CMOS Microscope Camera
Complementary Metal Oxide Semiconductor (CMOS) sensors (refer to figure 14) were originally used in cell phones and low-end cameras due to poor image uniformity. In recent years, CMOS-sensor image quality has improved enormously to the point that they are used in almost all scientific and commercial cameras In contrast to CCDs, CMOS sensors handle the change-to-voltage conversion in each pixel. The read-out and digitization process is massively parallelized with read-out nodes at the end of each column. Unlike traditional CCD sensors which use only a single read-out node, this architecture enables CMOS sensors to read out high pixel-count arrays much faster without increasing read noise.
Signal-to-noise ratio
The signal-to-noise ratio (SNR) measures the overall quality of an image. The higher the SNR, the better the image (refer to figure 15). Signal refers to the number of photons originating from the region of interest (ROI) of a sample or specimen collected by the sensor and converted into an electrical signal. Noise refers to the unwanted signals introduced into the image by the detector itself or originating from background optical signals.

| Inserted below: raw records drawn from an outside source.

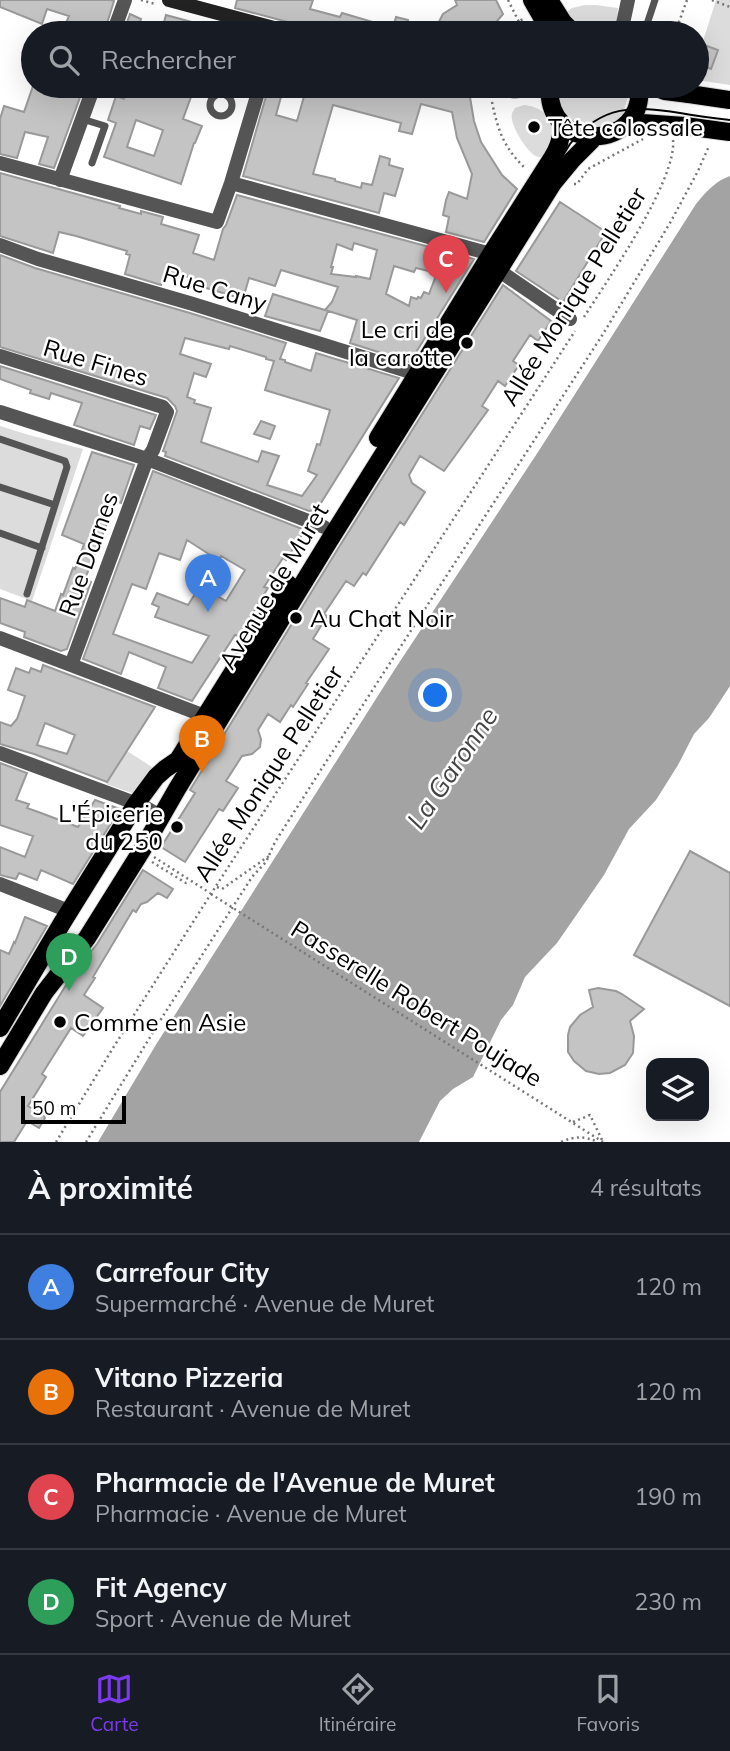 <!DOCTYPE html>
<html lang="fr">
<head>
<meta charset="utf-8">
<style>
  :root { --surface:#171b24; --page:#242831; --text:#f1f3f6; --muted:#9ea1a6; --line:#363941; --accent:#7c3aed }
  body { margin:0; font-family:Mulish,sans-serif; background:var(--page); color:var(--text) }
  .controls { position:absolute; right:21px; bottom:21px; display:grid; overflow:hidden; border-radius:14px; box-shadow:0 7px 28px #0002 }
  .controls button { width:63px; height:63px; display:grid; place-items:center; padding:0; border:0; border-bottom:2px solid var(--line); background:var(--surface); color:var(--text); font:35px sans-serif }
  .scale { position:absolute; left:21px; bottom:18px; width:105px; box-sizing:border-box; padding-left:7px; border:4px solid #000; border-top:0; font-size:19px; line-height:24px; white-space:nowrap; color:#000; -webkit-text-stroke:5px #fff; paint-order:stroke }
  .you { position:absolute; left:436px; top:696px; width:24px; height:24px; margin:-18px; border:5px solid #fff; border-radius:50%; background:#1a73e8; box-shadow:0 0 0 10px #1a73e833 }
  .badge { display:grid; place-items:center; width:46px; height:46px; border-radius:50%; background:var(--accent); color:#fff; font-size:23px; font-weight:700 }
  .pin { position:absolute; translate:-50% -58px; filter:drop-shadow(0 2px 4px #0008) }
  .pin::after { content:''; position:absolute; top:37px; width:24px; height:21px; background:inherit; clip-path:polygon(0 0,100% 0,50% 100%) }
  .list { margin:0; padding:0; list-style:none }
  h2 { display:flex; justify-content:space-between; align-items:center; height:91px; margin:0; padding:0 28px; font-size:30px }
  h2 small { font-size:23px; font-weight:400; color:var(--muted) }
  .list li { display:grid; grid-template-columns:46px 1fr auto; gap:21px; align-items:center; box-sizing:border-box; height:105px; padding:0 28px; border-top:2px solid var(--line) }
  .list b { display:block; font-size:26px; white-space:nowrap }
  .list p { margin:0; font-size:23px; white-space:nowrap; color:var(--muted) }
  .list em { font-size:23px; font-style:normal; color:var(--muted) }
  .icon { flex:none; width:38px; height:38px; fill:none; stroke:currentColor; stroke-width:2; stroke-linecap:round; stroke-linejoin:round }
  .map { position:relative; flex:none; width:730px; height:1142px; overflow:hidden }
  .search { position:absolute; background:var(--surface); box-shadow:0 7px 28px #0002; left:21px; right:21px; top:21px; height:77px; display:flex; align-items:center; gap:18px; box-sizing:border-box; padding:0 24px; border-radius:38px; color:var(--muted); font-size:26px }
  .sheet { height:511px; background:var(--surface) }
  nav { display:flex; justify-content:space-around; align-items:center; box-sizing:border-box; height:98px; border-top:2px solid var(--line); background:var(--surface); font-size:19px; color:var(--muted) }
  nav a { display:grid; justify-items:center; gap:4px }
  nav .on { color:var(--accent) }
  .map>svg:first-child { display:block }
  .green { fill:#dcdcdc }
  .water { fill:#a3a3a3 }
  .building { fill:#c4c4c4; stroke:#999; stroke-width:2; fill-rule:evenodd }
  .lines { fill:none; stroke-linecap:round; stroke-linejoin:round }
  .primary-casing { stroke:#dbdbdb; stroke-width:20 }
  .path { stroke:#777; stroke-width:2.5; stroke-dasharray:2 3.5; stroke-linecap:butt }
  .lane { stroke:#555; stroke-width:7 }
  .street { stroke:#555; stroke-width:14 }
  .secondary { stroke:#222; stroke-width:14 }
  .primary { stroke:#000; stroke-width:18 }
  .tram { stroke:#000; stroke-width:2 }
  .primary-bridge-casing { stroke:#dbdbdb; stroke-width:20; stroke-linecap:butt }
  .path-bridge { stroke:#777; stroke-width:2.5; stroke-dasharray:2 3.5; stroke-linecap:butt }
  .primary-bridge { stroke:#000; stroke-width:18 }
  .poi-dot { fill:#000; stroke:#fff; stroke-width:2.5 }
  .labels { text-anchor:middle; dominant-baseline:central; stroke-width:5; stroke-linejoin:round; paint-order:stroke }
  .poi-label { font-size:24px; fill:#000; stroke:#fff; text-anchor:start }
  .street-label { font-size:24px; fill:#000; stroke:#fff }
  .water-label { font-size:26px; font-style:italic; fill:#444; stroke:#fff }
</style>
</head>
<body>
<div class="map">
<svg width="730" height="1142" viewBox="0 0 730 1142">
  <rect width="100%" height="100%" fill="#fff"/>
  <path class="green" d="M716,0H730V85L697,80V60Z
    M585,5H596L618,8L616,33H583L576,28L567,12L572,8Z
    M558,86H631V97H628L623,113L625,114C609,129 595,133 575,120L573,122C561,112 558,101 558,86Z
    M524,105C542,107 549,115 555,132L545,156C540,157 538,158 534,155C525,149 509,123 512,114C512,112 514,110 515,108Z
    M0,426L29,435L83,449L32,601L0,589Z
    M127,751L152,767L135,794L106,784Z"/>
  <path class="water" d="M730,176V686L709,718L694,734L678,765L656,800L629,829L604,875L557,943L525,977L513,1005L501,1020L473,1077L453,1089L440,1101L419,1142H98L157,1043L395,669L540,449L696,204C706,192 715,181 730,176Z"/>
  <path class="building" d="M0,0H110L114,1L104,33H76L63,30L69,16L47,9L42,24L0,7Z
    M237,0H313L310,9L340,17L342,13L393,28L396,17L408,20L404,33H317L302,29L295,24L235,8Z
    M455,0H496L503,14L487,33H433L443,14L457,5Z
    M130,14L141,19L136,33H123Z
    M166,15L221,30L220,33H161Z
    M707,46L718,50L711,69L701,65Z
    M33,86H57L82,92L54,168L39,164L48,137L25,132L17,158L0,154V119L4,106L24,112Z
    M129,86H195L183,119L202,126L195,143H194L181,184L104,157L116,123L108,120L116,96L124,99ZM136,120L163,130L154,156L127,147Z
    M269,86H284L276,115L297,121L307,86H391L410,91L412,86H429L470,97L474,121L481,142L502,175L517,189L484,242L446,232L449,217L443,215L446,200L449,192L467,199L472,174L457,138L452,112L421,104L412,134L399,131L401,123L333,105L313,174L335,179V181L361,188L362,183L372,185L380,156L390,159L389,165L403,169L395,196L384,193L379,213L243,176Z
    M0,173L120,206L119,208L141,214V211L163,217L161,224L199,235L193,253L214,260L223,229L226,225L237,195L474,259L410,362L350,343L357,320L325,310L332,302L338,287L281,270L275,286L249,278L243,299L203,287L205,282L175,273L174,278L164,275L161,285L125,274L130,255L126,254L127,251L76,236L59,232L53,253L0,236ZM354,243L377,250L370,279L356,276V277L331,274L333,267H331L337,244L352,250ZM394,266L414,272L416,268L437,273L429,294L424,292L421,298L418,297L417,299L411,297L409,306L386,294Z
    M560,202L606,232L563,302L516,271Z
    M0,255L35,268L190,313L286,343L280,359L285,360V362L311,371L316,353L399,378L319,506L315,510L309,511L165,456L166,452L163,451L177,411L175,406L167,398L0,347ZM185,338L229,349L230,346L266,357V359L274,361L265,390L330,410L320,445L317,444L308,471L317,475L302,496L267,485L279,456L262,451L258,462L201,442L211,408L194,403L195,400L187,397L194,373L206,377L211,364L180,354Z
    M503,285L551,321L538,341L530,335L513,361L519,365L505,386L498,381L482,406L488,410L444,471L420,456L409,475L412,483L425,492L404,525L400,522L366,575L363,573L354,586L346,581L324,614L327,616L313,639L329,649L306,683L308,684L293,707L291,705L280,722L268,714L258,730L261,739L260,747L252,754L242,756L226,781L238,788L223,811L219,809L185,862L161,847L195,793L190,790L339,547Z
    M273,294L328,311L320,331L265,316Z
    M0,366L156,415L150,429L140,426L134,445L74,425L82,403L51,393L49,399L30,393L31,390L0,379Z
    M261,421L275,426L270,439L254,434Z
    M92,452L134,465L121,503L116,501L85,579L91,582L67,649L61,651L24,637L25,632L0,623V598L25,607L27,600L55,611L61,594L63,595L73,568L75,569L84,544L62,535Z
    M153,471L305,530L286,560L283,558L264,587L268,588L239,636L235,635L192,701L158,688L166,667L129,652L121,674L83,659ZM187,540L218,560L221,556L245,570L226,601L200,586L188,605L157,593L152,604L159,607L155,617L209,636L192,663L113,634L132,584L146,589L159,553L180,560Z
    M43,665L155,707L107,782L34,754L0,744V722L11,726L17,719L25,696L8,690L16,668L29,673L31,668L41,672ZM45,723L75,735L67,754L37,745Z
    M0,763L27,773L16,800L29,804L27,808L41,813L78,827L95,800L120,809L73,884L41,870L37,880L19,873L16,879L0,875V847L25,857L33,836L0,825Z
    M690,851L730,873V1006L634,955Z
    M143,870L173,889L167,898L158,893L147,902L141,904L136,912L133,910L93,977L95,978L84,995L103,1008L83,1036L71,1028L42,1074L46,1077L28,1106L43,1115L45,1118L39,1128L27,1121L14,1142H0V1092L71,977L97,944Z
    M25,917L47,926L0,1006V950L9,954L14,942L15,943Z
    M598,988L616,991L622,994L644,1009L630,1021L634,1036L633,1053L625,1065L610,1073L599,1074L586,1071L574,1061L568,1052V1035L570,1027L580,1015L593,1007L589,990Z"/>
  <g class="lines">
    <defs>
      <path id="primary" d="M532,0L551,33
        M549,0L563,22L574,33
        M550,86C544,154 646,152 639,86
        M652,86L665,91L689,94
        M625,125L642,123L685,126
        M378,438L491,254L552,158C559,147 563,136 561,122
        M0,1028L62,923L136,804L156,777L165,769L178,760L288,584
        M0,1066L44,993L87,938L142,850L177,789L329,541L553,183L572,160L595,137"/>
    </defs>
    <use href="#primary" class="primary-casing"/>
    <path class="path" d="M141,0L155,4
      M508,0L519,22
      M712,0L730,7
      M510,33L524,17
      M675,33L687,0
      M457,86L472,90
      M492,102C498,131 504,148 526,169
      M574,184H577L588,169L643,139
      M584,317C607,281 677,180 673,140
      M154,857L210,893
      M152,862L186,883L188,882
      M217,887L222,889L269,856
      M573,1122L590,1115L603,1142
      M56,1142L113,1048L216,886L575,331
      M86,1142L163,1016L252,877L266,862L275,842L324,765L603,334L670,223L698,171L709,146
      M561,1142C575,1136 584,1136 598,1142"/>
    <path class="lane" d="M644,33L655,0
      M210 105a11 11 0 1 1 22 0a11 11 0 1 1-22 0Z
      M82,119L105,126L92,163
      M0,439L65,461L67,467L27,594
      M0,487L55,505
      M0,533L42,548"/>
    <path class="street" d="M113,33L125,0
      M621,33L628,0
      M0,163L217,222L231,183L260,86
      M60,180L94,86
      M231,183L491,254
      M0,245L38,259L193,304L417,374
      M498,270L570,319
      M0,356L163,407L167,412L153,450L147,459L71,665
      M0,412L147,459L324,527
      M0,638L205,716
      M0,753L143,806L162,817
      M0,884L69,911"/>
    <path class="secondary" d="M169,0L293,33
      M486,86C503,91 523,95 539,86"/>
    <use href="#primary" class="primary"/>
    <path class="tram" d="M42,972C78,912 113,850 153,792C161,780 171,769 179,757
      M0,1053L35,997L81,935L156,814L191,751L570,144C602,104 634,106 680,113C697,116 713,118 730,120"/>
    <defs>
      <path id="primary-bridge" d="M689,94L730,100
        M685,126L730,132"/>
    </defs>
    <use href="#primary-bridge" class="primary-bridge-casing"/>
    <path class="path-bridge" d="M211,894L603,1142"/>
    <use href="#primary-bridge" class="primary-bridge"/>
  </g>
  <g class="poi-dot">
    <circle cx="534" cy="127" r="7"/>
    <circle cx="467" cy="343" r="7"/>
    <circle cx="296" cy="618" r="7"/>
    <circle cx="177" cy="827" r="7"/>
    <circle cx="60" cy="1022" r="7"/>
  </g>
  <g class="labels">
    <g class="poi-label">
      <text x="548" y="127">Tête colossale</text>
      <text x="453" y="329" text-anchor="end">Le cri de<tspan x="453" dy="28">la carotte</tspan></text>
      <text x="310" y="618">Au Chat Noir</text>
      <text x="163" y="813" text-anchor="end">L'Épicerie<tspan x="163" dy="28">du 250</tspan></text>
      <text x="74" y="1022">Comme en Asie</text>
    </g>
    <g class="street-label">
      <text transform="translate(215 288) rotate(17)">Rue Cany</text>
      <text transform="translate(573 296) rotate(-58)">Allée Monique Pelletier</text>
      <text transform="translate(96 362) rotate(17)">Rue Fines</text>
      <text transform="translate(88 554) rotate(-70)">Rue Darnes</text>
      <text transform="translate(273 586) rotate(-59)">Avenue de Muret</text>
      <text transform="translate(268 773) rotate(-57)">Allée Monique Pelletier</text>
      <text transform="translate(417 1003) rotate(32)">Passerelle Robert Poujade</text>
    </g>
    <g class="water-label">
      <text transform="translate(452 768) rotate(-56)">La Garonne</text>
    </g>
  </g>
</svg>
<div class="controls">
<button><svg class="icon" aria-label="layers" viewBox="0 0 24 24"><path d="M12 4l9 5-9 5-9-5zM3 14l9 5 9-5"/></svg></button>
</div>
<div class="scale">50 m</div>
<div class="you"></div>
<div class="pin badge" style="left:208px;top:612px;background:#3f7fe0">A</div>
<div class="pin badge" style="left:202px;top:773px;background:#e8710a">B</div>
<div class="pin badge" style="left:446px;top:293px;background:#e0444e">C</div>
<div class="pin badge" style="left:69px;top:991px;background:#2e9e5b">D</div>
<div class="search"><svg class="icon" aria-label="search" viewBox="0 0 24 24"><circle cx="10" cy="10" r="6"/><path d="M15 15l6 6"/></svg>Rechercher</div>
</div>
<section class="sheet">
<h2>À proximité<small>4 résultats</small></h2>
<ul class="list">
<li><span class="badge" style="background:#3f7fe0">A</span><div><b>Carrefour City</b><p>Supermarché · Avenue de Muret</p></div><em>120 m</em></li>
<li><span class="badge" style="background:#e8710a">B</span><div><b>Vitano Pizzeria</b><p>Restaurant · Avenue de Muret</p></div><em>120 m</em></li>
<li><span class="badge" style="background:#e0444e">C</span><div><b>Pharmacie de l'Avenue de Muret</b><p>Pharmacie · Avenue de Muret</p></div><em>190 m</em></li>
<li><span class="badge" style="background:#2e9e5b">D</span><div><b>Fit Agency</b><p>Sport · Avenue de Muret</p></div><em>230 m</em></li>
</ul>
</section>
<nav>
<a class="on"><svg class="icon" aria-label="map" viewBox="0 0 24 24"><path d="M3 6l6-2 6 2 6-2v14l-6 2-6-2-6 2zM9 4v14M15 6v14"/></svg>Carte</a>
<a><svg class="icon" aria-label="directions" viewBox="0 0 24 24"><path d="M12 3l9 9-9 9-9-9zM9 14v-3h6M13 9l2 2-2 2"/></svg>Itinéraire</a>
<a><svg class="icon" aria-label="saved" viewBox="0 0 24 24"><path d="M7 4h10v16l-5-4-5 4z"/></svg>Favoris</a>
</nav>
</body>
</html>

SNR is heavily influenced by the sensor type. Broadly speaking it can be designated as a sensor’s sensitivity. Although this can be complex, the SNR expresses how well a signal of interest is distinguished from the background noise (refer to figure 16). There are several factors to explore here, as the signal depends on the number of photons arriving at the sensor, the sensor’s ability to convert those photons into a signal, and how well the camera can suppress unwanted noise. Finally, it is important to mention that optical noise from the sample, auto fluorescence, or poor staining is often the dominant noise source of an image. The use of advanced sensors cannot help users overcome a poorly prepared sample.
Summary
Modern optical microscopy is unimaginable without the use of digital cameras. Most microscope users either want to watch their sample or specimen live on a monitor or save and analyze their data to extract more complex information. Moreover, many modern microscopic techniques would not have been even possible without the advancement of digital camera sensors. This article gives an overview of how digital microscope images are produced. It is intended to help users learn how to use a digital camera in the right way and interpret the generated data correctly.
References
- L. Felts, V. Kohli, J.M. Marr, J. Schumacher, O. Schlicker, An Introduction to Computational Clearing: A new method to remove out-of-focus blur, Science Lab (2020) Leica Microsystems.
- J. Schumacher, L. Bertrand, Real Time Images of 3D Specimens with Sharp Contrast Free of Haze: Technology Note THUNDER Imagers: How do they really work?, Science Lab (2019) Leica Microsystems.
- E. Darling, Computational Clearing - Enhance 3D Specimen Imaging: Free Webinar On-Demand, Science Lab (2020) Leica Microsystems.